Swartz FOIA Release 3, from Kevin Poulsen
Indeed, Swartz’s legacy and untimely death continue to garner coverage nearly one year after his passing — as evident most clearly by Poulsen’s latest piece for Wired and the subsequent media attention that it has already generated: moments after Poulsen’s latest finds were published online, the internet quickly erupted with chatter about the silent, 11-minute-long video of Swartz shot at the precise movement that made a federal case fall into place and, according to some, ultimately lead to his death.
“The door to the network closet pops open and a slender figure enters, a bicycle helmet hanging from one arm. He sheds his backpack and pulls out a cardboard box containing a small hard drive, then kneels out of frame. After about five minutes, he stands, turns off the lights and furtively exits the closet,” Poulsen wrote of the footage. “Those few minutes of glitchy video — capturing Swartz swapping hard drives on his stashed laptop — would prove fateful.”

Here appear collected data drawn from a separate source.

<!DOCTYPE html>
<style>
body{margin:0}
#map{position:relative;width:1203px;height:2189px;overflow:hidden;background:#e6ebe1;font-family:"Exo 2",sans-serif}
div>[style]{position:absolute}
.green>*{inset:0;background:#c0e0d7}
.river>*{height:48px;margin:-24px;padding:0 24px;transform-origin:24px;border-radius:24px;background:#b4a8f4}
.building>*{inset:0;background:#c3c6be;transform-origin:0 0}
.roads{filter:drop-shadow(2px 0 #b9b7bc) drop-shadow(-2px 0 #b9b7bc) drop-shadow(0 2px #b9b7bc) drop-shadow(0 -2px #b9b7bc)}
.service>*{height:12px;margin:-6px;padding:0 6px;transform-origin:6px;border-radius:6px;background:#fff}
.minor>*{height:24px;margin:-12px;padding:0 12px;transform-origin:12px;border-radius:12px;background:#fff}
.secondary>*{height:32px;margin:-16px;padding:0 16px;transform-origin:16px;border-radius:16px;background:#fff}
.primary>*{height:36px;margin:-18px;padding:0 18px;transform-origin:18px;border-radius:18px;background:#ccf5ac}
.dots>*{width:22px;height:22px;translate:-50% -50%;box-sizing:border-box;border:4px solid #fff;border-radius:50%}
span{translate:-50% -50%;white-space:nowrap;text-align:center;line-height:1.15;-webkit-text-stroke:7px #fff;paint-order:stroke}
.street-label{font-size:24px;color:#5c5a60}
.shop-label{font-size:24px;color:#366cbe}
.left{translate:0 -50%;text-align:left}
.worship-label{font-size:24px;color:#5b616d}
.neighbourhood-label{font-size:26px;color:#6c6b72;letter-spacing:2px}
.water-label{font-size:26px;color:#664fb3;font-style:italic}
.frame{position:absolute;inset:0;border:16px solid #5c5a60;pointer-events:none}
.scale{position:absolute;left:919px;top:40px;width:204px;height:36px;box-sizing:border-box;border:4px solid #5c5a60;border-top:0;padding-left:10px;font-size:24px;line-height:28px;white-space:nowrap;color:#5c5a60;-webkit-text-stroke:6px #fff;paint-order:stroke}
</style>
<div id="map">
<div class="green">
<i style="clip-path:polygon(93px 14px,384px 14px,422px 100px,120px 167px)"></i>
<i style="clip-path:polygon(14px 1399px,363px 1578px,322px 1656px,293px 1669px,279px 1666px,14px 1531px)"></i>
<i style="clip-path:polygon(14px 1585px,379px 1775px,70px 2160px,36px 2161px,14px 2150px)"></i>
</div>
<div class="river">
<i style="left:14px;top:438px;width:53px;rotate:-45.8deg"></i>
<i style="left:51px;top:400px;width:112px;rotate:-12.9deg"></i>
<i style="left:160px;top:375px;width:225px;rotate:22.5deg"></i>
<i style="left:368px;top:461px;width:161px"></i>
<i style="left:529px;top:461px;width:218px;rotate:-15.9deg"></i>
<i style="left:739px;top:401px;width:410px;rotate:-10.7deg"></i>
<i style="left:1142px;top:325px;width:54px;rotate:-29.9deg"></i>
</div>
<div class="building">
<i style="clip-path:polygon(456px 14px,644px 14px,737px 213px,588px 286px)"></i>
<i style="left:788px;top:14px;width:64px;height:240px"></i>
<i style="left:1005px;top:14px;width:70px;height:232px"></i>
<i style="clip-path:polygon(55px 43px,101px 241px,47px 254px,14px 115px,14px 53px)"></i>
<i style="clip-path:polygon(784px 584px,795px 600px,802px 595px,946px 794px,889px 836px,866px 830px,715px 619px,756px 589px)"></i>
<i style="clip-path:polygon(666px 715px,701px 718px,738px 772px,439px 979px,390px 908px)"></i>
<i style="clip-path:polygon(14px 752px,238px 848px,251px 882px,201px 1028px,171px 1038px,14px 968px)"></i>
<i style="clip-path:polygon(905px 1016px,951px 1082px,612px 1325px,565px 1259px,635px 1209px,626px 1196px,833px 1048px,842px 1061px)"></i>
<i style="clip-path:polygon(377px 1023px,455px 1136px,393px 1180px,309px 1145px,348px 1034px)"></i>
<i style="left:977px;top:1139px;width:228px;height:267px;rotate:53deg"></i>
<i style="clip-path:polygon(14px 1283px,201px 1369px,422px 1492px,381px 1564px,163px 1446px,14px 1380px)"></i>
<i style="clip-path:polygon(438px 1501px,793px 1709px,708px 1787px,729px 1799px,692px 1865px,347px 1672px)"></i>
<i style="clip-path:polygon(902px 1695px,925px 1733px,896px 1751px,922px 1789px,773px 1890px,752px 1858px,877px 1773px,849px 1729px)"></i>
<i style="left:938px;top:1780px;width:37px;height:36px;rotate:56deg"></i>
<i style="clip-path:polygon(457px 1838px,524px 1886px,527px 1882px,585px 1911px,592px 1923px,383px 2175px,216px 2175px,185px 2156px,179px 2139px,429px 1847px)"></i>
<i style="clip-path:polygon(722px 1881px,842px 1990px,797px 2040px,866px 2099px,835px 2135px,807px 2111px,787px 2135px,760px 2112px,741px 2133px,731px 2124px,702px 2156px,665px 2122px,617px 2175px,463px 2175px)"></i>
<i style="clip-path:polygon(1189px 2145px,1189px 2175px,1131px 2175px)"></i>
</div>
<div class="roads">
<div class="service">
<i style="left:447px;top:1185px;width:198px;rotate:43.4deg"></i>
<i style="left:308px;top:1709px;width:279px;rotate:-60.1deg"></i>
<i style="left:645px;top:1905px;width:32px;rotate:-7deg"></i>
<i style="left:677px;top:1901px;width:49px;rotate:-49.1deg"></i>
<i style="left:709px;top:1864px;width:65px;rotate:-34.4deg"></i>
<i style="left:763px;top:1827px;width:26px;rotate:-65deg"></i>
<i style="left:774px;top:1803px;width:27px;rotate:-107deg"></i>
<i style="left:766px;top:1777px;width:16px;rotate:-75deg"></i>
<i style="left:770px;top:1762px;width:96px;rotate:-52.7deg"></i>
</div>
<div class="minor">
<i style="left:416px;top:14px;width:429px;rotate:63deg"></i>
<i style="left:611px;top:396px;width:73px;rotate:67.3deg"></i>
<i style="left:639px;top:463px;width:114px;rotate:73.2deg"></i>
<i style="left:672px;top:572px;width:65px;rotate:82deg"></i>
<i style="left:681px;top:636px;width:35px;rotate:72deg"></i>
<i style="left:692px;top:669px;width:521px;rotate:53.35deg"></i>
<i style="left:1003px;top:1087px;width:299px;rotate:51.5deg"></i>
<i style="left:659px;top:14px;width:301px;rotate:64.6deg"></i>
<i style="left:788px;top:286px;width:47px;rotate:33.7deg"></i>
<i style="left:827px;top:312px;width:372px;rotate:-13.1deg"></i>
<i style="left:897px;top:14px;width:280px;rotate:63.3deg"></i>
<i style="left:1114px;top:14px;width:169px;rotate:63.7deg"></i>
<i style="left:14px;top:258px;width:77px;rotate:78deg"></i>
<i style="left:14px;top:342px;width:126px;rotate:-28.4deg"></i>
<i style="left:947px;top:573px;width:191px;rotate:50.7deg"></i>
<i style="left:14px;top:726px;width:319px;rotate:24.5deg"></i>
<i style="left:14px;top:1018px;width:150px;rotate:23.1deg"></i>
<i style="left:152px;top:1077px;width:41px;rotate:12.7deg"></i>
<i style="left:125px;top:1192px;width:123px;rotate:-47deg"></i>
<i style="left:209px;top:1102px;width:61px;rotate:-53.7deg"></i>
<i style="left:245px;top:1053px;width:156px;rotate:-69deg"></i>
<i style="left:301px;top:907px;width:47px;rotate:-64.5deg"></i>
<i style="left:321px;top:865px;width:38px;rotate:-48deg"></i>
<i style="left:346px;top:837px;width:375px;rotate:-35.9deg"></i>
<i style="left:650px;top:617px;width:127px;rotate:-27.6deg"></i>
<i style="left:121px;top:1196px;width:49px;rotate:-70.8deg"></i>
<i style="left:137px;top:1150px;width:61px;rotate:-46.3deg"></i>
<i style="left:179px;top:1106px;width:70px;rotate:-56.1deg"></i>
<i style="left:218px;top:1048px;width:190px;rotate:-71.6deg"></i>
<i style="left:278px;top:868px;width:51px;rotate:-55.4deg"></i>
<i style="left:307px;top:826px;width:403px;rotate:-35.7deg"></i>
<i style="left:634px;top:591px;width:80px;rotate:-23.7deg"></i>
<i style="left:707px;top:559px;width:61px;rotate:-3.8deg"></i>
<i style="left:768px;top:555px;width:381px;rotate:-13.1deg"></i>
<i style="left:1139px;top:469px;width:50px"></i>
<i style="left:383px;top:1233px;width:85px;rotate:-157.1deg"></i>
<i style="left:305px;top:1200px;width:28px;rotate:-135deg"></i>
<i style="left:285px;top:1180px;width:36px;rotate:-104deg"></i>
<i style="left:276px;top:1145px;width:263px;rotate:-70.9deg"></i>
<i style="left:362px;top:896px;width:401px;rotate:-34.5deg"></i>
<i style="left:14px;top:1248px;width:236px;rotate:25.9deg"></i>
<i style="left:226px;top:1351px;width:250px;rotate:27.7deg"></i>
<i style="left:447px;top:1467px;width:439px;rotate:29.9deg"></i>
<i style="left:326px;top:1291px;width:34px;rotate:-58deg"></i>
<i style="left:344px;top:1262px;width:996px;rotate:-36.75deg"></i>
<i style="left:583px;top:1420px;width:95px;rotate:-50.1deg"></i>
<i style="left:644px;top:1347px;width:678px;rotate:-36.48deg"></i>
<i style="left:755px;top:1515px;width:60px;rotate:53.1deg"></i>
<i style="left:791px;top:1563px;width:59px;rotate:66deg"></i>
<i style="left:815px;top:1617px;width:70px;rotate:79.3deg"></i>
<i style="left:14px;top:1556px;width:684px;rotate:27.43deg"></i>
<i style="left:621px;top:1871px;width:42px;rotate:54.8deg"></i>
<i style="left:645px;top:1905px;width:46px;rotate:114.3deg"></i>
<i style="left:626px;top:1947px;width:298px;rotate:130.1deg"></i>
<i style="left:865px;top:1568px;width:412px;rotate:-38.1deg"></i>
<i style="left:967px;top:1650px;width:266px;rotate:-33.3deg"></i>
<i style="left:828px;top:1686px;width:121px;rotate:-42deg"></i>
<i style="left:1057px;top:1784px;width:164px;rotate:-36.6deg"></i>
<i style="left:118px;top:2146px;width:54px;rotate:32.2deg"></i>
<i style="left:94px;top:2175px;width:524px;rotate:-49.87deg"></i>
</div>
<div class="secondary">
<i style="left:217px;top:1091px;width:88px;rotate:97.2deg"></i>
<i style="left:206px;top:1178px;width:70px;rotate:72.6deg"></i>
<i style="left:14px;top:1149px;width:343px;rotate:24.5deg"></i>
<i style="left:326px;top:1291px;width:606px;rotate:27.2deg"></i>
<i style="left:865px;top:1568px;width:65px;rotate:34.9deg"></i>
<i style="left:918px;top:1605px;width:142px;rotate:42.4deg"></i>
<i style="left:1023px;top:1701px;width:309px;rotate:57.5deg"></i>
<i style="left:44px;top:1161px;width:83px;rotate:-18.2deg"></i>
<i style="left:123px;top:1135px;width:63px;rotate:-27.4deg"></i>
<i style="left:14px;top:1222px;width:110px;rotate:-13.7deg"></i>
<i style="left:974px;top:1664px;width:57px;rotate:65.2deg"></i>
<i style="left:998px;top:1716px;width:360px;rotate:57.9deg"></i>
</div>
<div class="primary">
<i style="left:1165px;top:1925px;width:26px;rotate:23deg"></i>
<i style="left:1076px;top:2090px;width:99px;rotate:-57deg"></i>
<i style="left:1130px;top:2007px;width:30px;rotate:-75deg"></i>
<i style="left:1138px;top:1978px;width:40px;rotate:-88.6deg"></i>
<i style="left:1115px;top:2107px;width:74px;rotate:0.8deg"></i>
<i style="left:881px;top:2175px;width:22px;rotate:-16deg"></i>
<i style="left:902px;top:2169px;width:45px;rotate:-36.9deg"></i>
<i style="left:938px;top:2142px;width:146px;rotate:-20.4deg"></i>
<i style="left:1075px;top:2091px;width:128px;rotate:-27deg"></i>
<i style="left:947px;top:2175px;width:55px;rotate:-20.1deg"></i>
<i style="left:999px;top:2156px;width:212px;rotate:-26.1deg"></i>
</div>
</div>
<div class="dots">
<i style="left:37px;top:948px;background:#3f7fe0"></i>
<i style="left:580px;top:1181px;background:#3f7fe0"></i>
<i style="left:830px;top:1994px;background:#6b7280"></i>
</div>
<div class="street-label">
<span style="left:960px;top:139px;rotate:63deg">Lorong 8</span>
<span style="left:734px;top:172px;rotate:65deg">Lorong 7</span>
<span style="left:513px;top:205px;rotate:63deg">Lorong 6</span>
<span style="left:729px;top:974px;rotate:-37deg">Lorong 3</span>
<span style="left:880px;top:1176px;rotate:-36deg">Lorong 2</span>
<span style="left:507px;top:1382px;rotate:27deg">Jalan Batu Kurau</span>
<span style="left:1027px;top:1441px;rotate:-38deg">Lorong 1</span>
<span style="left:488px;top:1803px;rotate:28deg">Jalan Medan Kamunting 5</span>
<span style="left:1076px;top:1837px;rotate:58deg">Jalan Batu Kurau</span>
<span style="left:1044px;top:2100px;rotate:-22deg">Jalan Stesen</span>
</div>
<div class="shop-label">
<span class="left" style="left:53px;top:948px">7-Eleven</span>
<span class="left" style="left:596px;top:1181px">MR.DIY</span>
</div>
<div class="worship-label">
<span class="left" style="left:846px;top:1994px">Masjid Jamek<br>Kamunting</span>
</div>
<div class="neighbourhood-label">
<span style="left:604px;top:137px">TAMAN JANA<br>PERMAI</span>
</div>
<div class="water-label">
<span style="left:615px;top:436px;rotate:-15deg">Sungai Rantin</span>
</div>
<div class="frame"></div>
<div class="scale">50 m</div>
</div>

“Looking at the video, it’s easy to see what MIT and the Secret Service presumably saw — a furtive hacker going someplace he shouldn’t go, doing something he shouldn’t do,” Poulsen added. “But photos from the putative crime scene, also released by the Secret Service, add context missing from the video: a concrete support in the network closet is crammed with a jumble of Sharpie graffiti dating back to the early 1980s — earlier generations of hackers at the institution that invented hacking, going places they shouldn’t go, doing things they shouldn’t do, leaving their mark at the very spot where, on January 4, 2011, MIT lost its tolerance for such behavior.”
“Aaron did not commit suicide but was killed by the government,” the hacker’s father, Robert Swartz, said at his son’s funeral service in Highland Park, Illinois last January.“Someone who made the world a better place was pushed to his death by the government.”
Poulsen, 48, was working with Swartz on a system to securely leak and share sensitive documents that has since been taken over by the Freedom of the Press Foundation and renamed SecureDrop. In 1995, Poulsen was sentenced to 51 months in prison for computer crimes, earning himself the honor of serving what was at the time the longest prison sentence ever for hacking. If convicted, Swartz could have served a sentence as long as roughly eight-times what Poulsen spent behind bars.
An attempt to reform the Computer Fraud and Abuse Act — the hacking legislation which Swartz and so many other so-called hacktivists have been charged under — has been proposed in Washington by members of Congress under the name “Aaron’s Law” after his passing.